Of course, that’s not the story you hear from the president. He likes to argue in anecdotes: every time a corporation says it’s going to create some jobs, it’s proof that his stewardship is bringing spectacular results. But in an economy as enormous as ours, corporations are constantly adding jobs and cutting jobs, and the fact that a few thousand are being created here or there tells you nothing about how the entire economy is doing.
Trump may trumpet every time a factory opens, but he won’t talk about, for instance, the steady stream of job losses in the retail sector. And Trump’s more specific promises aren’t being kept, either. Remember how he was going to revive the coal industry? According to the Bureau of Labor Statistics, last January coal mining employed 50,000 Americans, and as of December it employed 50,500 Americans. Quite the coal revival. Remember that Carrier plant in Indiana Trump worked so hard to “save”? They’ve laid off 600 people.
But isn’t the stock market up, as Trump never tires of telling us? Yes it is — the S&P 500 rose over 20 percent in 2017. Which is not as much as it grew in, say, 2013, when it rose 30 percent and some Kenyan communist whose name I can’t remember was president, but it’s still doing quite well. And if your economic well-being is tied closely to the stock market, that’s good for you.
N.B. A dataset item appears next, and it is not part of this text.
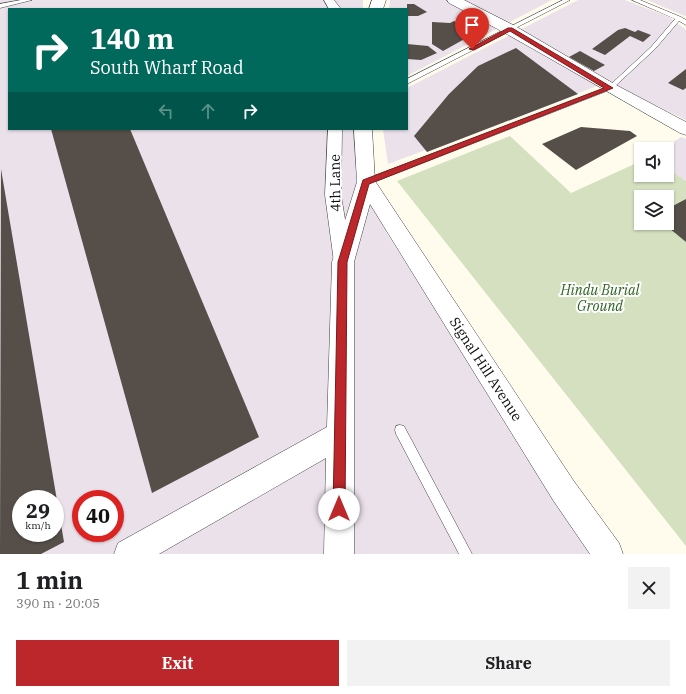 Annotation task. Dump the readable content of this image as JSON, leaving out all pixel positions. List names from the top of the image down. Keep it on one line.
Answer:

But for most Americans, the performance of the stock market matters little if at all. At a more fundamental level, Trump is taking the most acute problems the American economy faces and exacerbating them. He’s showering benefits on the wealthy and corporations. He’s moving power away from workers and into the hands of employers. He’s allowing corporations a freer hand to mistreat their employees, pollute the environment, and https://www.washingtonpost.com/opinions/mick-mulvaney-cant-legally-kill-the-cfpb-so-hes-starving-it-instead/2018/01/25/4481d2ce-0216-11e8-8acf-ad2991367d9d_story.html (screw over consumers) without accountability. He’s also helping Republicans launch a war on the safety net. The net effect of all these policies will be to increase inequality, the most critical long-term problem the economy faces.
None of that is going to stop the White House from saying over and over that Trump’s extraordinary leadership has made us all prosperous. Nor will it stop Trump supporters from attributing everything good that happens in the economy to Trump, just as they insisted when Barack Obama was president that he had nothing to do with any positive developments.